Massenon Rhodes, Gambo Ishaya, Khan Javed Ali, Agbonkhese Christopher, Alwadain Ayed
Department of Software Engineering, Obafemi Awolowo University, Ile-Ife, Nigeria.
Department of Computer Science, University of Hertfordshire, Hatfield, UK.
Sci Rep. 2025 Aug 19;15(1):30397. doi: 10.1038/s41598-025-15416-8.

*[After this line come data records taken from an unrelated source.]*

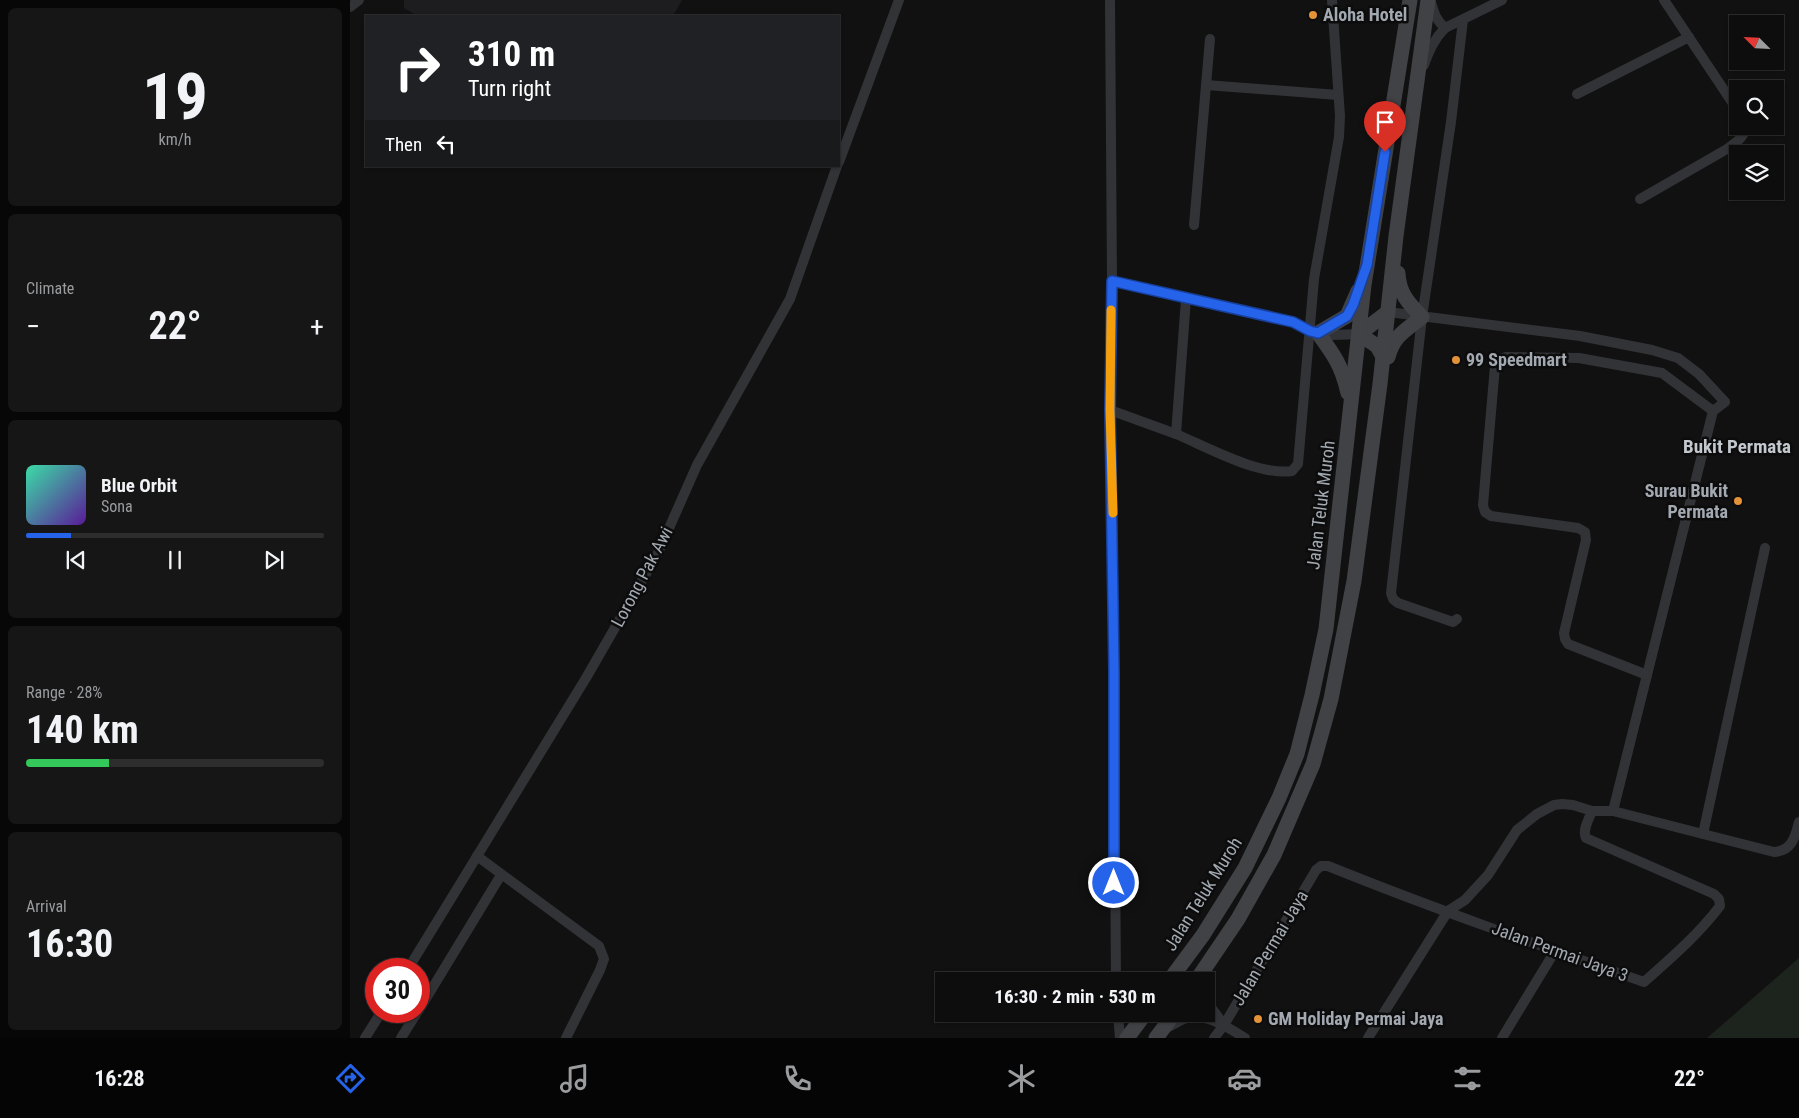 <!DOCTYPE html>
<meta charset="utf-8">
<style>
body{margin:0;font-family:"Roboto Condensed",sans-serif;background:#161617;color:#f1f3f6;height:100vh;display:flex;flex-direction:column;font-size:19px;white-space:nowrap}
*{box-sizing:border-box;margin:0}
p{font-size:16px;color:#9a9c9e}
.icon{flex:none;width:28px;height:28px;fill:none;stroke:currentColor;stroke-width:2;stroke-linecap:round;stroke-linejoin:round}
.map{position:relative;flex:1;overflow:hidden}
.panel{display:flex;flex-direction:column;gap:8px;padding:8px;background:#070708;width:350px}
.panel>*{flex:none}
.top-card{position:absolute;left:15px;top:15px;width:475px;height:152px;border-radius:0px;box-shadow:0 1px 4px #0004,0 0 0 1px #2d2d2e;background:#202124;color:#fff;overflow:hidden}
.needle{width:32px;rotate:294deg}
.controls{position:absolute;left:1379px;top:15px;display:grid;gap:10px}
.controls a{display:grid;place-items:center;width:55px;height:55px;border-radius:0px;background:#0d0d0e;box-shadow:0 1px 4px #0004,0 0 0 1px #2d2d2e;font-size:25px}
.speed{position:absolute;left:15px;top:958px;display:flex;gap:10px;font-size:25px;font-weight:700;text-align:center}
.speed>*{display:grid;place-content:center;width:65px;height:65px;border-radius:50%;background:#0d0d0e;box-shadow:0 1px 4px #0004,0 0 0 1px #2d2d2e;line-height:1}
.speed .limit{border:8px solid #d22;background:#fff;color:#111}
.pin{position:absolute;display:grid;place-items:center;width:42px;height:42px;color:#fff;margin:-51px -21px;border-radius:50% 50% 50% 0;rotate:-45deg;box-shadow:0 0 5px #0007}
.pin .icon{rotate:45deg}
.me{position:absolute;width:55px;margin:-28px;rotate:0deg;stroke-linejoin:round;filter:drop-shadow(0 0 4px #0008)}
.turn{display:flex;align-items:center;gap:18px;height:105px;padding:0 20px;font-size:22px}
.turn .icon{width:65px;height:65px;stroke-width:2.5}
.turn b{display:block;font-size:35px;line-height:42px}
.then{display:flex;align-items:center;height:48px;padding:0 20px;background:#0003;gap:10px;font-size:19px}
.big{font-size:38px;font-weight:700;line-height:1.1}
.panel .card{flex:1;display:flex;flex-direction:column;justify-content:center;gap:8px;min-width:0;padding:0 18px;border-radius:8px;background:#161617}
.panel .dial{align-items:center;gap:0}
.dial b{font-size:65px;line-height:1}
.song{display:flex;align-items:center;gap:15px}
.cover{width:60px;height:60px;border-radius:8px;background:linear-gradient(135deg,hsl(160 70% 55%),hsl(270 70% 35%))}
.played{height:5px;border-radius:2px;background:linear-gradient(90deg,#2563eb 15%,#2d2d2e 15%)}
.keys{display:flex;justify-content:space-around;direction:ltr}
.heat{display:flex;justify-content:space-between;align-items:center;font-size:28px;direction:ltr}
.charge{height:8px;border-radius:4px;background:linear-gradient(90deg,#34c759 28%,#2d2d2e 0)}
.trip{position:absolute;left:585px;top:972px;width:280px;height:50px;border-radius:0px;background:#0d0d0e;box-shadow:0 1px 4px #0004,0 0 0 1px #2d2d2e;font-weight:700;line-height:50px;text-align:center}
.tabs{display:flex;height:80px;justify-content:space-around;align-items:center;background:#050506;color:#9a9c9e}
.tabs .icon{width:35px;height:35px}
.tabs .current{color:#2563eb}
.tabs b{font-size:22px;color:#f1f3f6}
main{display:flex;flex:1;min-height:0}
.map>svg:first-child{display:block}
</style>
<main>
<section class="panel">
<div class="card dial"><b>19</b><p>km/h</p></div>
<div class="card"><p>Climate</p>
<div class="heat"><a>−</a><b class="big">22°</b><a>+</a></div>
</div>
<div class="card">
<div class="song"><i class="cover"></i><div><b>Blue Orbit</b><p>Sona</p></div></div>
<div class="played"></div>
<div class="keys"><svg class="icon" aria-label="previous" viewBox="0 0 24 24"><path d="M18 5L8 12l10 7zM5 5v14"/></svg><svg class="icon" aria-label="pause" viewBox="0 0 24 24"><path d="M8 5v14M16 5v14"/></svg><svg class="icon" aria-label="next" viewBox="0 0 24 24"><path d="M6 5l10 7-10 7zM19 5v14"/></svg></div>
</div>
<div class="card"><p>Range · 28%</p><b class="big">140 km</b><div class="charge"></div></div>
<div class="card"><p>Arrival</p><b class="big">16:30</b></div>
</section>
<div class="map">
<svg width="1449" height="1038" viewBox="0 0 1449 1038">
<rect width="100%" height="100%" fill="#111112"/>
<path fill="#1d1d1f" d="M 54,0 L 332,0 L 323,16 L 67,16 L 54,8 Z"/>
<path fill="#1d241d" d="M 1449,958 L 1449,1038 L 1357,1038 Z"/>
<g fill="none" stroke-linecap="round" stroke-linejoin="round">
<g stroke="#323336" stroke-width="10">
<path d="M 760,0 L 762,281 L 760,410 L 763,573 L 766,981"/>
<path d="M 1314,0 L 1388,111"/>
<path d="M 1081,2 C 1084,13 1086,20 1095,28"/>
<path d="M 0,7 L 9,0"/>
<path d="M 1074,65 C 1079,51 1084,39 1095,28 L 1152,0"/>
<path d="M 856,85 L 988,95"/>
<path d="M 1227,94 L 1339,37"/>
<path d="M 489,162 L 549,0"/>
<path d="M 1290,199 L 1377,149 C 1385,143 1396,137 1395,126"/>
<path d="M 844,225 L 860,39"/>
<path d="M 762,281 L 943,322 L 960,331 L 984,335 L 1009,334"/>
<path d="M 1038,312 L 1230,336 L 1302,350 L 1328,358 L 1349,374 L 1375,402 L 1363,411 L 1263,811"/>
<path d="M 760,410 C 782,418 804,426 826,434 C 857,447 909,476 942,471 L 948,464 L 964,279 L 989,137 L 990,116 L 982,0"/>
<path d="M 826,434 L 836,299"/>
<path d="M 1107,619 L 1103,622 L 1048,603 L 1043,599 L 1041,593 L 1072,317 L 1101,122 L 1113,20"/>
<path d="M 1297,675 L 1218,644 L 1215,639 L 1214,633 L 1236,540 L 1235,532 L 1228,528 L 1141,516 L 1135,512 L 1133,505 L 1145,366 L 1148,360 L 1156,357 L 1229,358 L 1312,373 L 1363,411"/>
<path d="M 1242,811 L 1263,811 L 1353,834 L 1415,548"/>
<path d="M 1353,834 L 1424,852 C 1442,851 1445,837 1449,822"/>
<path d="M 127,856 L 249,946 L 254,959 L 250,970 L 216,1038"/>
<path d="M 58,969 L 236,678 L 308,553 L 347,465 L 440,299 L 487,166"/>
<path d="M 856,990 L 860,1006 L 874,1025"/>
<path d="M 69,1010 L 151,875"/>
<path d="M 768,1014 L 770,1038"/>
<path d="M 816,1028 C 823,1025 830,1020 837,1018 C 857,1013 879,1028 895,1038"/>
<path d="M 15,1038 L 32,1011"/>
<path d="M 51,1038 L 68,1011"/>
<path d="M 864,1038 L 874,1025 L 966,870 L 971,866 L 978,866 C 1082,908 1188,945 1294,982 C 1321,958 1348,935 1370,906 L 1369,899 L 1364,894 L 1236,838 C 1232,830 1239,819 1242,811 L 1223,805 L 1212,804 L 1204,805 L 1187,814 L 1167,830 L 1138,875 L 1115,900 L 1098,911 L 1018,1038"/>
<path d="M 1152,1038 L 1205,951"/>
</g>
<g stroke="#404246" stroke-width="15">
<path d="M 1009,334 L 1038,312"/>
<path d="M 1009,334 L 1027,346 L 1033,357"/>
<path d="M 1038,357 C 1044,335 1055,331 1072,317 C 1058,303 1049,293 1048,273"/>
<path d="M 998,393 C 992,366 984,355 968,333 L 997,316 L 1008,291"/>
<path d="M 819,981 L 853,935 L 895,868 L 929,798 L 947,754 L 962,695 L 976,629 L 1014,285 L 1060,0"/>
<path d="M 846,981 L 888,919 L 924,855 L 963,764 L 981,699 L 1004,581 L 1030,384 L 1046,236 L 1078,0"/>
<path d="M 777,1038 L 795,1014"/>
<path d="M 806,1038 L 824,1014"/>
</g>
</g>
<g fill="none" stroke-linecap="round" stroke-linejoin="round">
<g stroke="#184099" stroke-width="12">
<path id="route" d="M 764,883 L 764,671 L 760,410 L 762,281 L 943,322 L 960,331 L 968,333 L 997,316 L 1003,305 L 1017,265 L 1035,152"/>
</g>
<use href="#route" stroke="#2563eb" stroke-width="9"/>
<path stroke="#f59e0b" stroke-width="9" d="M 761,310 L 760,410 L 763,513"/>
</g>
<g fill="#e39238" stroke="#0c0c0d" stroke-width="2">
<circle cx="963" cy="15" r="5"/>
<circle cx="1106" cy="360" r="5"/>
<circle cx="1388" cy="501" r="5"/>
<circle cx="908" cy="1019" r="5"/>
</g>
<g text-anchor="middle" stroke-width="5" stroke-linejoin="round" paint-order="stroke">
<g font-size="18" font-weight="bold" fill="#a3a9b1" stroke="#0c0c0d" text-anchor="start">
<text x="973" y="21">Aloha Hotel</text>
<text x="1116" y="366">99 Speedmart</text>
<text x="1378" y="497" text-anchor="end">Surau Bukit<tspan x="1378" dy="21">Permata</tspan></text>
<text x="918" y="1025">GM Holiday Permai Jaya</text>
</g>
<g font-size="18" fill="#a3a9b1" stroke="#0c0c0d">
<text transform="translate(971 505) rotate(-83)" y="6">Jalan Teluk Muroh</text>
<text transform="translate(292 577) rotate(-62)" y="6">Lorong Pak Awi</text>
<text transform="translate(853 894) rotate(-58)" y="6">Jalan Teluk Muroh</text>
<text transform="translate(920 948) rotate(-59)" y="6">Jalan Permai Jaya</text>
<text transform="translate(1210 952) rotate(20)" y="6">Jalan Permai Jaya 3</text>
</g>
<g font-size="19" font-weight="bold" fill="#c3c8ce" stroke="#0c0c0d">
<text x="1387" y="453">Bukit Permata</text>
</g>
</g>
</svg>
<div class="controls">
<a><svg class="needle" viewBox="-14 -14 28 28"><path d="M0-13l5 13h-10z" fill="#e53935"/><path d="M0 13l5-13h-10z" fill="#9a9c9e"/></svg></a>
<a><svg class="icon" aria-label="search" viewBox="0 0 24 24"><circle cx="10" cy="10" r="6"/><path d="M15 15l6 6"/></svg></a>
<a><svg class="icon" aria-label="layers" viewBox="0 0 24 24"><path d="M12 4l9 5-9 5-9-5zM3 14l9 5 9-5"/></svg></a>
</div>
<div class="speed"><div class="limit">30</div></div>
<div class="pin" style="left:1035px;top:152px;background:#d93025"><svg class="icon" aria-label="arrive" viewBox="0 0 24 24"><path d="M6 21V4h12l-3 4 3 4H6"/></svg></div>
<svg class="me" style="left:764px;top:883px" viewBox="-20 -20 40 40"><circle r="17" fill="#2563eb" stroke="#fff" stroke-width="3"/><path d="M0-11L8 9 0 5-8 9z" fill="#fff"/></svg>
<div class="trip">16:30 · 2 min · 530 m</div>
<div class="top-card">
<div class="turn"><svg class="icon" aria-label="right" viewBox="0 0 24 24"><path d="M7 20v-9h11M14 6l5 5-5 5"/></svg><div><b>310 m</b>Turn right</div></div>
<div class="then">Then<svg class="icon" aria-label="left" viewBox="0 0 24 24"><path d="M17 20v-9H6M10 6l-5 5 5 5"/></svg></div>
</div>
</div>
</main>
<nav class="tabs">
<b>16:28</b>
<svg class="icon current" aria-label="directions" viewBox="0 0 24 24"><path d="M12 3l9 9-9 9-9-9zM9 14v-3h6M13 9l2 2-2 2"/></svg>
<svg class="icon" aria-label="music" viewBox="0 0 24 24"><path d="M9 18V5l10-2v13"/><circle cx="6" cy="18" r="3"/><circle cx="16" cy="16" r="3"/></svg>
<svg class="icon" aria-label="phone" viewBox="0 0 24 24"><path d="M5 4h4l2 5-3 2q2 4 5 5l2-3 5 2v4C11 20 4 13 5 4z"/></svg>
<svg class="icon" aria-label="climate" viewBox="0 0 24 24"><path d="M12 3v18M4 7l16 10M4 17L20 7"/></svg>
<svg class="icon" aria-label="car" viewBox="0 0 24 24"><path d="M5 17H2v-5l4-1 3-4h7l3 4 3 1v5h-3M9 17h6M6 11h13"/><circle cx="7" cy="17" r="2"/><circle cx="17" cy="17" r="2"/></svg>
<svg class="icon" aria-label="filters" viewBox="0 0 24 24"><path d="M4 7h16M4 17h16"/><circle cx="9" cy="7" r="2"/><circle cx="15" cy="17" r="2"/></svg>
<b>22°</b>
</nav>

Large Language Models (LLMs) are increasingly integrated into AI-powered mobile applications, offering novel functionalities but also introducing the risk of "hallucinations" generating plausible yet incorrect or nonsensical information. These AI errors can significantly degrade user experience and erode trust. However, there is limited empirical understanding of how users perceive, report, and are impacted by LLM hallucinations in real-world mobile app settings. This paper presents a large-scale empirical study analyzing 3 million user reviews from 90 diverse AI-powered mobile apps to characterize these user-reported issues. Using a mixed-methods approach, a heuristic-based User-Reported LLM Hallucination Detection algorithm were applied to identify 20,000 candidate reviews, from which 1,000 are manually annotated. This analysis estimates the prevalence of user reports indicative of LLM hallucinations, which was found to be approximately 1.75% within reviews initially flagged as relevant to AI errors. A data-driven taxonomy of seven user-perceived LLM hallucination types, were developed with Factual Incorrectness (H1) emerged as the most frequently reported type, accounting for 38% of instances, followed by Nonsensical/Irrelevant Output (H3) at 25%, and Fabricated Information (H2) at 15%. Furthermore, linguistic patterns were identified using N-grams generation, Non-Negative Matrix Factorization (NMF) topics and sentiment characteristics using VADER, showing significantly lower scores for hallucination reports associated with these reviews. These findings offer critical implications for software quality assurance, highlighting the need for targeted monitoring and mitigation strategies for AI mobile apps. This research provides a foundational, user-centric understanding of LLM hallucinations, paving the way for improved AI model development and more trustworthy mobile applications.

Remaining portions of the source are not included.